Au matin le soleil me réveil difficilement, je n’ai pas très bien dormi, les poissons chats faisaient un boucan d’enfers et quelqu’un m’a mis sa frontale sur le visage au milieu de la nuit. Je range mes affaires et m’assoie tranquillement à regarder le temple ce mouvoir. Je vois notamment certains moines rentrer de leur quête en gros 4*4, ça m’étonne chassant que certain rentre à pied (et pieds nus).
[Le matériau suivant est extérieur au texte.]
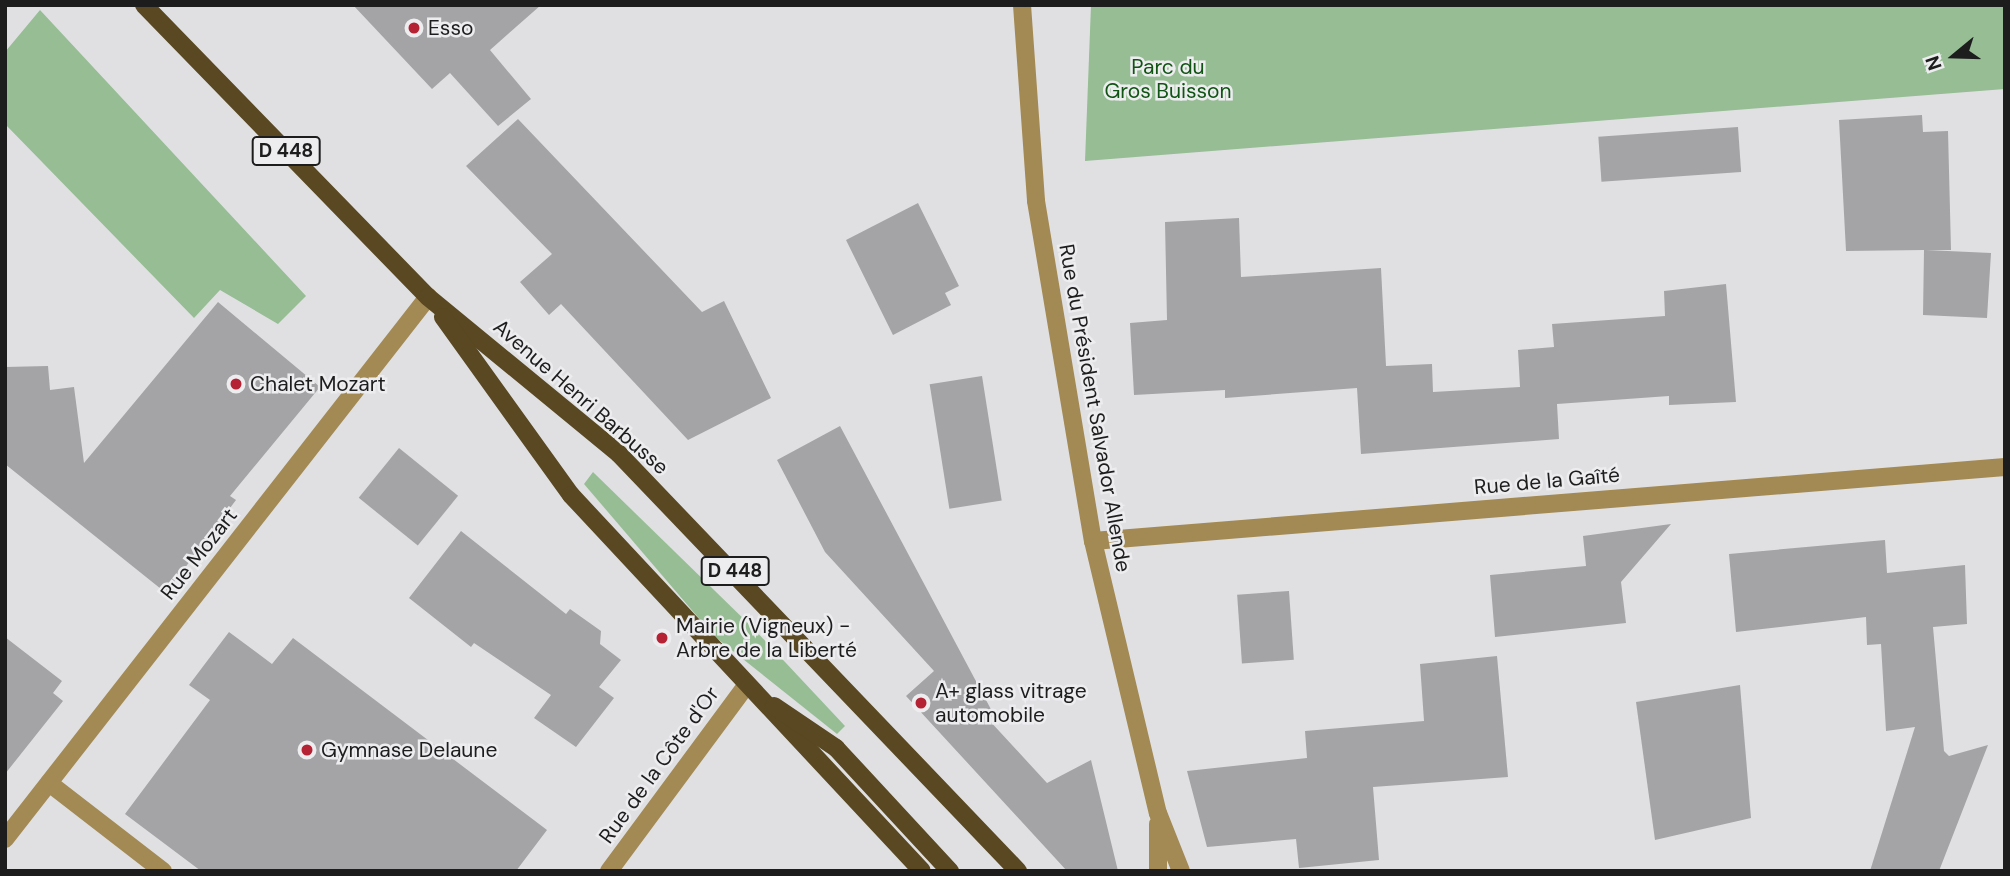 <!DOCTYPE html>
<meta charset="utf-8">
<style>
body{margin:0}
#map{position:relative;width:2010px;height:876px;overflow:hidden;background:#e0e0e3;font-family:"DM Sans",sans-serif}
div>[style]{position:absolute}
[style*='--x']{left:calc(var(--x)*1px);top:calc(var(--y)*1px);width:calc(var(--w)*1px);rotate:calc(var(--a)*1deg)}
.green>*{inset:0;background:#96bd94}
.building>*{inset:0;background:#a4a4a7;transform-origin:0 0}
.service>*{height:18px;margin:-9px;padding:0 9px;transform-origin:9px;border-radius:9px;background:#a38a54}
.minor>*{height:18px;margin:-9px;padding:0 9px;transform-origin:9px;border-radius:9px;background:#a38a54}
.primary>*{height:18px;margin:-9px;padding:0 9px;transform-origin:9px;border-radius:9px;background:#594822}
.dots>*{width:19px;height:19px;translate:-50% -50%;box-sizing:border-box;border:4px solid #ededf0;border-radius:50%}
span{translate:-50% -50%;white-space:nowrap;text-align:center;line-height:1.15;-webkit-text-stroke:5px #ededf0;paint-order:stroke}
.shield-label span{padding:2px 5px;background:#ededf0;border:2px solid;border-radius:5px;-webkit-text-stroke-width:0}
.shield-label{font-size:19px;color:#1d1d1e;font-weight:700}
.poi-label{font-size:21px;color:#1d1d1e}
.left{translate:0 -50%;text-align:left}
.park-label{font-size:21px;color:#105413}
.street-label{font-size:21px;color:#1d1d1e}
.frame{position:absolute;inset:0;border:7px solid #1d1d1e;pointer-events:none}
.north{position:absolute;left:1919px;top:21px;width:70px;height:70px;-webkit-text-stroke:5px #ededf0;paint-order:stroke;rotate:251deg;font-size:19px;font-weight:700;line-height:28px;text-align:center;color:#1d1d1e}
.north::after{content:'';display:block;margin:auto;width:24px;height:32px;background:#1d1d1e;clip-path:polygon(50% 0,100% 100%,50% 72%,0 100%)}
</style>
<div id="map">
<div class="green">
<div style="clip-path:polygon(1091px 5px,2005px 5px,2005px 89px,1085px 161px)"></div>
<div style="clip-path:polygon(40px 10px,306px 296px,278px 324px,220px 290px,194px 318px,5px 124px,5px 52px)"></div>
<div style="clip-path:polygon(593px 472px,753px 628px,845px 726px,837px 734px,714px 636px,584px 484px)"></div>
</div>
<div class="building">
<div style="clip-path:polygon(353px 5px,541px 5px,490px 50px,531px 99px,498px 126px,450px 73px,432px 89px)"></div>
<div style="clip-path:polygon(1922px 115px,1923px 132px,1948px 131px,1951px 250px,1926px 250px,1991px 253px,1987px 318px,1923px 315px,1924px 250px,1846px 251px,1839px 120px)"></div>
<div style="clip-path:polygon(518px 119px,702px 312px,724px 301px,771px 398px,688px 440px,561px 304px,549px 315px,520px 282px,552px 254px,466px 166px)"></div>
<div style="left:1738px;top:127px;width:45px;height:140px;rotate:86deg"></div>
<div style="clip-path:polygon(918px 203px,959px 286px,945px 293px,951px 305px,893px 335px,846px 240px)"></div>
<div style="clip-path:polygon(1239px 218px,1241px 277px,1381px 268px,1386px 366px,1432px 364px,1433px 392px,1520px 387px,1518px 350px,1554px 347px,1552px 324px,1665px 316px,1664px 291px,1726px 284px,1736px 402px,1669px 405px,1669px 396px,1557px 404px,1559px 439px,1361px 454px,1357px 388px,1225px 398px,1225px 390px,1134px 395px,1130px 323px,1167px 320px,1165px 222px)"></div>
<div style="clip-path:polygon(218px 302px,320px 387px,230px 496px,236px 500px,166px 593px,5px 464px,5px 367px,48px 366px,50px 390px,74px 387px,84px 463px)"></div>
<div style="left:982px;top:376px;width:126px;height:53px;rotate:81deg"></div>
<div style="clip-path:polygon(840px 426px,994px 715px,988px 719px,1047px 783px,1091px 760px,1118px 871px,1067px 871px,906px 696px,934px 671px,825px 552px,777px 460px)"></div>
<div style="left:399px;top:448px;width:76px;height:64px;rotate:39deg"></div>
<div style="clip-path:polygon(1671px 524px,1621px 582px,1626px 623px,1495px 637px,1490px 575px,1586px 566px,1583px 536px)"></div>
<div style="clip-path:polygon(461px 531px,566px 614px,570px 609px,601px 631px,600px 644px,621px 660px,599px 687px,614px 698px,576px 747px,534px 718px,551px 695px,474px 643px,471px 647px,409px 598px)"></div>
<div style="clip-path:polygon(1885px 540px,1887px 573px,1965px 565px,1967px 624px,1933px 627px,1944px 751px,1949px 756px,1988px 745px,1939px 871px,1870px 871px,1915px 727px,1886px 731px,1881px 644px,1867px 645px,1866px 617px,1736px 632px,1729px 554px)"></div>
<div style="left:1289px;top:591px;width:69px;height:52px;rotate:86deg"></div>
<div style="clip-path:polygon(229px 632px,272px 664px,293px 638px,547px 830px,516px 871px,201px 871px,125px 814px,210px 700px,189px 685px)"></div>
<div style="clip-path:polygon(5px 637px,62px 681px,53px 693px,63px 701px,5px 774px)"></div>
<div style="clip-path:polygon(1497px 656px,1508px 777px,1373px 787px,1379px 860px,1299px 868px,1296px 839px,1207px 847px,1187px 771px,1307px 758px,1305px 731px,1424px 721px,1420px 664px)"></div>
<div style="clip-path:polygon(1740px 685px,1751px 818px,1655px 840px,1636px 702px)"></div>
</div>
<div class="service">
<div style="--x:49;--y:783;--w:144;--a:37.7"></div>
</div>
<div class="minor">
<div style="--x:1022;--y:5;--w:196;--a:85.9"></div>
<div style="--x:1036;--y:201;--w:345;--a:80.5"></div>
<div style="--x:1093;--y:541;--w:280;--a:76.6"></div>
<div style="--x:1158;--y:813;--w:62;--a:68.4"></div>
<div style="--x:1093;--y:541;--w:915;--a:-4.64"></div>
<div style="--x:5;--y:839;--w:688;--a:-52.03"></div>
<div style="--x:609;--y:871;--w:229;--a:-53.5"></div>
<div style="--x:1158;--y:871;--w:47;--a:-90"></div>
</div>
<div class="primary">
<div style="--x:144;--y:5;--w:407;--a:45.8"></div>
<div style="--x:428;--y:297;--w:247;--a:39.4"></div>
<div style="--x:619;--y:454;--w:577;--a:46.26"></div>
<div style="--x:443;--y:317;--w:219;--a:54.3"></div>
<div style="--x:571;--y:495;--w:514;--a:46.97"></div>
<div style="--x:774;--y:706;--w:75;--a:34.1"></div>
<div style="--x:836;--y:748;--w:168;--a:47.2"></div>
</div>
<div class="dots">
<div style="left:414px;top:28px;background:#b42234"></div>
<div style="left:236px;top:384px;background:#b42234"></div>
<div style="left:662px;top:638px;background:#b42234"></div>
<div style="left:921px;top:703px;background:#b42234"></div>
<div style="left:307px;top:750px;background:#b42234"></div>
</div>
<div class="shield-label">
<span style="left:286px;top:151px">D 448</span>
<span style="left:735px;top:571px">D 448</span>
</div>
<div class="poi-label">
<span class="left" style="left:428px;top:28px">Esso</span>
<span class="left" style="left:250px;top:384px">Chalet Mozart</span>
<span class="left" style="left:676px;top:638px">Mairie (Vigneux) -<br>Arbre de la Liberté</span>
<span class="left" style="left:935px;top:703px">A+ glass vitrage<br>automobile</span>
<span class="left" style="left:321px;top:750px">Gymnase Delaune</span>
</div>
<div class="park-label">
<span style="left:1168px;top:79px">Parc du<br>Gros Buisson</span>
</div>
<div class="street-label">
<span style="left:581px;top:397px;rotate:41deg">Avenue Henri Barbusse</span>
<span style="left:1095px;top:408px;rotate:80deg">Rue du Président Salvador Allende</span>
<span style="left:1547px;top:481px;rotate:-5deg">Rue de la Gaîté</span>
<span style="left:199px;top:554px;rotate:-52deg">Rue Mozart</span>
<span style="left:659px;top:765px;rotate:-54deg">Rue de la Côte d'Or</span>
</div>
<div class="frame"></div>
<div class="north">N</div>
</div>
Je décide d’aller demander de l’eau au moine chef, il acquiesce mais ne m’adresse pas la parole et ose à peine me regarder. En retournant à mon vélo un moine que je n’avais pas vu la veille vient me voir. Il avait appris un peu de français il y a longtemps et son anglais est aussi rouillé. Il me demande si je connais Alexandre, Alexandre Le Grand, Dumas ? Finalement c’était un autre cycliste français qui s’était arrêté au même endroit il y a 3 ans, donc non je ne le connaissais pas. La conversation tourne autour du vélo d’Alexandre et de sa dynamo, j’essaye de parler même je me fiche un peu des chargeur hyper cher sachant que je n’utilise pas vraiment d’appareil électronique mais il n’a pas vraiment l’air de comprendre ce que je lui raconte. Le soleil monte je décide donc d’écourter la conversation, remercier les moines dont celui en chef qui ne me regarde toujours pas et celui qui parlait anglais qui est toujours sur son téléphone. Je pars avec un peu de déception suite à ses moines qui ont l’air d’avoir perdu l’enseignement du Bouddha … Je pars aussi la faim au ventre, heureusement que j’avais bien mangé la veille et qu’il me reste des bananes et d’autres friandises des temples précédents

 

Temple 11

J’ai eu du mal à trouver un temple, j’étais sur la route secondaire et la nuit se faisait tard donc j’ai demandé à des personnes ou trouver un Wat. J’ai suivi la direction indiqué mais elle m’a conduit vers une grande ville puis sur l’autoroute que je fuyais, et puis toujours pas de Wat à l’horizon. Finalement j’en trouve un en bordure d’autoroute, un grand avec beaucoup de monde. La nuit étant presque là j’ai du mal à trouver les moines mais finalement je tombe sur un qui m’indique le grand chef. Il accepte et dit à l’autre moine où m’installer. Mais comme hier il n’ose à peine me regarder et ne m’adresse pas la parole. Un jeune en habit orange passe par la et lui parle très bien anglais. Ils m’installent dans une petite pièce crade mais avec un ventilo. Le jeune est ingénieur dans l’aéronautique à Bangkok. Il me demande si j’ai faim, je réponds que « oui », il me dit qu’il y a un 7Eleven pas loin. C’est la supérette la plus chère de Thaïlande ou il n’y a rien de bien, je lui dis que j’ai ce qu’il faut mais s’il a de l’eau chaude ce serrait top. Il m’apporte une bouilloire et des petites bouteilles. Je me douche puis prépare mes Mama sur la terrasse mais ne verrais plus personne de la soirée.  Je vais me coucher.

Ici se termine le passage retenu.